This angry case of the flu turned his raspy voice into a gravel pit,
but he still managed to growl out one of the more famous lines in Final
Four history when asked during a Sunday afternoon press conference
what his strategy would be against Houston. “If we get the opening tap,

we are going to hold the ball until Tuesday morning,” Valvano said.

In the press building adjacent to The Pit, just about every member
of the media was trying to come up with the most unique way to
express how badly Houston would destroy N.C. State. Washington Post
columnist Dave Kindred began his column, “Trees will tap dance, elephants
will ride in the Indianapolis 500, and Orson Wells will skip
breakfast, lunch, and dinner before State finds a way to beat
Houston.”Wrote Joe Henderson of the Tampa Tribune: “Rain would make it

perfect. It always rains at an execution.” …

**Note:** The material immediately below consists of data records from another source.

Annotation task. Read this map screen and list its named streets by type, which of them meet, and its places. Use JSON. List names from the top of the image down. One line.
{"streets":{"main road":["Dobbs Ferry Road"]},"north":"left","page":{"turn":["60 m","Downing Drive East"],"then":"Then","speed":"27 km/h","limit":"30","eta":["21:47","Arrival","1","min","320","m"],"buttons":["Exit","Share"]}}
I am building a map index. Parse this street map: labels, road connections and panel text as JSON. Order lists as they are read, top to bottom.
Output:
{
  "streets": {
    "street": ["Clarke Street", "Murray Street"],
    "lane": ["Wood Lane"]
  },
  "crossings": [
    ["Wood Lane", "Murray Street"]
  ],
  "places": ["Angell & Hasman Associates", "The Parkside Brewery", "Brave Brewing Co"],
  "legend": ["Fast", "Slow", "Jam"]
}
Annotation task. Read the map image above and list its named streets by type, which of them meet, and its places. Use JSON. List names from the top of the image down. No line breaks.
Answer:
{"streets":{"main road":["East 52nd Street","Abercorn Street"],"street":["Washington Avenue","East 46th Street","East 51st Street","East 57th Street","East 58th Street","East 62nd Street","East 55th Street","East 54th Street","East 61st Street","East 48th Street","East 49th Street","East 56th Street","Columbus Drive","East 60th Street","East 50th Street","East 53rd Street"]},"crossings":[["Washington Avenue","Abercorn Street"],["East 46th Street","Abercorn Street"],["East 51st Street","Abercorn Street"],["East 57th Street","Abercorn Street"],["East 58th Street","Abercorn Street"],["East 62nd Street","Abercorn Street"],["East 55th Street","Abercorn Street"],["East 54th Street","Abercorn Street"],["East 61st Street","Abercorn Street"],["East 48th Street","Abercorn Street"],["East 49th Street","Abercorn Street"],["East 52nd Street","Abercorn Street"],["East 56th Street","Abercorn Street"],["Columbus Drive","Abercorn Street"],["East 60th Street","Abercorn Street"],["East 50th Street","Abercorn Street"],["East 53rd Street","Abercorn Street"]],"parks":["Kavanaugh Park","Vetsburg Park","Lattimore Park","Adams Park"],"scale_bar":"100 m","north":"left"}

But as Valvano always liked to remind doubters, fairytales always

begin with “once upon at time.” …

n the night of April 4, 1983, University of Houston
coach Guy V. Lewis messed up. He thought his team — composed of
lithe forwards, a dominant, shot-swatting center, and a couple of
somewhat green guards — could sweep away Lowe, Whittenburg,
and the rest of N.C. State’s underdog basketball team with its superior

athletic ability. …

While the Wolfpack was impressed by the Cougars, they were
also a little annoyed by their arrogance. N.C. State coach Jim Valvano
feigned fright when talking about Lewis’ team, memorably saying he

planned to hold the ball. ...

Houston had heard it all before.

“Everybody we played slowed the game down, with the exception
of Louisville,” said Reid Gettys, who was a sophomore point
guard for the Cougars that season. “Nobody came out and said, ‘We
are going to run against them.’ So for us to go into a game where an
opponent said they were going to slow it down was like, ‘Duh, you

think?’ That is the way everybody played us.”

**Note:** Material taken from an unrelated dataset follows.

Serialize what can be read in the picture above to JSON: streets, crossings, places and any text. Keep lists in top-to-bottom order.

And that was Valvano’s style: thanks to Lowe’s dribbling efforts
and the lack of a shot clock in college basketball the year before, the
Wolfpack had been the lowest-scoring team in the ACC, recording
but 57 1/2 points per game. Throughout the 1982-83 season, the
Wolfpack was able to run-and-gun with the best teams in the nation
when using the ACC’s experimental shot clock and three-point line.
But Lowe was still capable of turning the tempo of a game to a crawl,
which is exactly what everyone expected for the championship

game.

Houston’s plan was the same as it had been all year: to out-run,
out-rebound and out-dunk its opposition. With a smile, Lewis told
CBS before the tip-off, “Usually the team that wins the rebounding
war wins the game. We have one other slogan, though, that we add

to that: the team with the most dunks wins the game.”

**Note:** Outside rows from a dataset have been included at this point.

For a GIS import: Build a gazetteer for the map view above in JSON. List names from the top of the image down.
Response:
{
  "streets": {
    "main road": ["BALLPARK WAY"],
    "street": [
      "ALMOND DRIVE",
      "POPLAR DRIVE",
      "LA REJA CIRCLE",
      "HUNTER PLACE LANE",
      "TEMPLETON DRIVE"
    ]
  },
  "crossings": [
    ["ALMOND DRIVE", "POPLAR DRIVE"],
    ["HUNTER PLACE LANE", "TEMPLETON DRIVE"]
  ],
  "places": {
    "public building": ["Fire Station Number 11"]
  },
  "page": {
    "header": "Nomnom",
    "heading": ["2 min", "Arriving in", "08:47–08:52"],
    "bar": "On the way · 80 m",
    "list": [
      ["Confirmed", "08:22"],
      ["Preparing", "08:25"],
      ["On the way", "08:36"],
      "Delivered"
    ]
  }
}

The Cougars did not scare the Wolfpack. Valvano’s team had
already played nine games that season against teams that were at
some point ranked at the top of the Associated Press writers’ poll:
four against Virginia, three against North Carolina, and one each
against Memphis State and Nevada-Las Vegas. Houston, ranked No.
1 in the final AP poll, was the Wolfpack’s 10th game against a team
that had been ranked No. 1, a total that no team before or since has

ever matched.

“A lot of people looked at us as the underdog in that game, but
we never felt that way,” said Lorenzo Charles. “Playing in the ACC,
our mentality was that anybody else from any other conference just
wasn’t really that good. If you take that same Houston team and put
them in the ACC in the 1980s, they would have taken four or five

losses.

"When you play against Ralph Sampson at Virginia and James
Worthy, Sam Perkins, and Michael Jordan at Carolina in January and
February, you are ready for whoever might come at you in the NCAA

Tournament. There was no intimidation on our part in that game.”

But the Wolfpack still needed some motivational brilliance from
Valvano to beat the Cougars. As the clock slowly ran down toward
tip-off of the national title game, Valvano gathered his team in the

University of New Mexico’s home locker room.

For 20 minutes, assistant coach Ed McLean went over the scouting report, telling the
team how to slow the tempo, keep the score in the 50s, and find

every opportunity to deflate the ball.

After McLean finished, Valvano slowly walked up to the whiteboard where his assistant had carefully listed every component of the game plan. He picked up an eraser, wiped the board clean, and flung the eraser across the room, which

nearly hit three of his players as it whizzed by.

Valvano, seemingly brain-addled by his 102-degree fever and in
severe pain because of the hernia he had suffered in January, had a
different look in his eyes, as intense and serious as his players had

ever seen.

“If you think,” he said, “we have come all this way, won all
these close games, and made it to the national championship game
just to hold the ball in front of 50 million people, you are out of your

minds.”

As Valvano related in his book, “They Gave Me a Lifetime
Contract, and Then They Declared Me Dead,” he went around the
room, pointing his finger in the face of every starter on the team and
gave them a reason to play the game of their lives: “You, Sidney
Lowe! This is your last game ever. You’re the finest point guard I

have ever coached and tonight you are going to play flawlessly.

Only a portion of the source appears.